Mind-crippling, spine-tingling, heart-stomping fear – we’ve all experienced it at one time or another. Fears of several varieties take hold of my heart every time I think of interacting with people - especially the idea of sharing my faith with them some day. I am a minister who sometimes feels this way, so I know there are many others who struggle with the paralyzing effects fear produces.
This can be frustrating for Christians who merely want to live obediently to Jesus' call to love God and love their neighbor. This makes disciple-making a difficult, and seemingly impossible, task for many. Where does this type fear originate? How do you keep those fears from taking permanent residence in your life? Here are five ways to handle our fear:
- Pray for courage. Many people count this out as a solution for our fear problem. The reality is, if we truly believe that there is a God, and that he allows us to communicate with him through prayer, why are we not using that as a means by which to overcome? Here is the twist. When you pray it, be ready for it. God has a funny way of answering our prayers, and maybe you need to overcome your fear by being placed in situations where you have a choice to fight or flight (for lack of a better phrase). All-in-all, we should be willing to go to God in prayer asking for courage and confidence in our willingness to share the Gospel message.

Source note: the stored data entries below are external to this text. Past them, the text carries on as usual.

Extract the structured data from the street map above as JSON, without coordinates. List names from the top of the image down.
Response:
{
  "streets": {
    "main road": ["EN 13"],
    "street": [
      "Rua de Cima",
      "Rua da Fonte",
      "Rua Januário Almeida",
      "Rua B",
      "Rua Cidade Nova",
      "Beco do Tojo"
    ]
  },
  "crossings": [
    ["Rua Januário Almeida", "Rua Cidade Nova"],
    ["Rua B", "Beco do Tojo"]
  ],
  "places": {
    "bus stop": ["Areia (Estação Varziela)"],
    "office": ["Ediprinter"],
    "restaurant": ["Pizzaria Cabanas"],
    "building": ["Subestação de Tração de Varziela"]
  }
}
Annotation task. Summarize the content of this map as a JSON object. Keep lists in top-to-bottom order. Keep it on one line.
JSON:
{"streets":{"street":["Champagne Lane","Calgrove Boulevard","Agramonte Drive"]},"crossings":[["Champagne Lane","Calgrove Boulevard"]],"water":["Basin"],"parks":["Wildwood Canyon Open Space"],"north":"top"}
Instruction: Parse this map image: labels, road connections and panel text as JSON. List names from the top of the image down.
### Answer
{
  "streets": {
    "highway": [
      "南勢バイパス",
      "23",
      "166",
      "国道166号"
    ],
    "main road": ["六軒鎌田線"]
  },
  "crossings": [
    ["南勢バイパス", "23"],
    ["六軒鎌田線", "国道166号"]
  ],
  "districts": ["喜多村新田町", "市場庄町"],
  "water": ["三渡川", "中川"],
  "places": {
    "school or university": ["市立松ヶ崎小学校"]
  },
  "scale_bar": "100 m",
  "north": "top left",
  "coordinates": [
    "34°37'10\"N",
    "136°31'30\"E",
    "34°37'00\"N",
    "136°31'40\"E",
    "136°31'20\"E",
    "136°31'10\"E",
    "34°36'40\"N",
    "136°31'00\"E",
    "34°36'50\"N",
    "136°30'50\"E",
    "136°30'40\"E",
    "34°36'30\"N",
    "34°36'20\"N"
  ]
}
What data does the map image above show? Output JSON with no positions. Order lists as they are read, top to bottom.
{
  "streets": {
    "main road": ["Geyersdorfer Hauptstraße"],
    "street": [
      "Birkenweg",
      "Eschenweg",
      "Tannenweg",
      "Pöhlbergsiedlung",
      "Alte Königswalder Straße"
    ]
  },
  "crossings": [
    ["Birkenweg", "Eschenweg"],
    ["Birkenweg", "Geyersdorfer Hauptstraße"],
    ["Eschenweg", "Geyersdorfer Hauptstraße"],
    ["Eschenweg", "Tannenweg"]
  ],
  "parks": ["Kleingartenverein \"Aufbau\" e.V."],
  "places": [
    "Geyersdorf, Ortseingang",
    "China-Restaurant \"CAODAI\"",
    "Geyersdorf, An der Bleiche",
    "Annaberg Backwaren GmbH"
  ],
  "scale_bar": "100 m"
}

- Trust in God's plan. God is already working in this world. He is already working in your neighborhood, at your office, and in our social circles. You just have to find a way that he can work through you in those spaces. Once you recognize what God is doing, it is easy to get plugged into the mission. We have to be willing to trust that God is working in this world and he has a plan to lead every person to him. How is he using you? Well, that is what the point above is all about. Fear held the Israelites back from entering into the promise land (Num. 13), and it can so often hold us back from God's greatness being revealed.
- Take small steps. When we think of being a good neighbor we think of block parties, and being asked to build fences, and having to form mature and on-going relationships with complete strangers. Sure, some of those things might happen over time, but overcoming fear often times takes baby steps. There is a story of a young family who lived in a neighborhood for 3 years before they decided they needed to take the initiative of knowing their neighbors (obviously nobody else was going to do it). They decided they would simply move their backyard (where the kids player, the barbecue was cooked, and the parents read) to the front-yard. A subtle shift that had no result at first. However, over time, others in the neighborhood began to mimic this shift. Conversations were spurred when the ball rolled across the street, neighbors asked about landscaping tips, and relationships were formed. Ultimately, this story ended with block parties, divorce advice, and spiritual conversations. All because of a baby step in the right direction.
- Adopt 'bursts of courage.' Not too long ago, I watched a movie with Matt Damon I really enjoyed — We Bought a Zoo. My favorite scene involved a brief dialogue between Matt and his estranged teenage son. Matt was trying to make a point and to encourage his boy to reach out to a cute, young girl he befriended and made this comment: “Sometimes all you need is 20 seconds of insane courage — 20 seconds of embarrassing bravery and I promise you something great will come of it.” I think there is profound wisdom in this statement. What kind of world would we live in if Christians adopted these 'bursts of courage' in their life, where they were willing to invite someone to church, share a Biblical principle, or offer a word of encouragement to those they interact with in this world? Being a hero is not about ceaseless bravery, but bravery that comes at the right time.
- Share victories with others. You are not the only person who is afraid to share their faith. I have admitted my own fear, so there are at least two of us. Nonetheless, I cannot think of anything that dissolves my fear more than hearing stories of others who have successfully shared, shown, or taught their faith with others. I often hear these stories and think, "I could do that," or "that makes me think of something I could do to reach out to my neighbor." Be willing to share stories with others about ways you have loved and gotten to know your neighbors. How have you shared the gospel of Jesus this week? In what ways have you made Jesus known in your community? I believe the more we share these stories, the bolder we will become as Christians. God is working in the world, but are we sharing what he witness him doing?
These are not groundbreaking. In fact, I would consider them foundational. There is a part of fear that isn't justified, and you have to push past it. Know that, at the end of the day, following Jesus is not necassarily safe or comfortable. Safety and comfort are natural desires that can often keep us from being like Jesus in the midst of an unsafe world. God enables all of us to be bold (2 Tim. 1:7), to take the first step, to being the neighbor/friend/co-worker we were meant to be.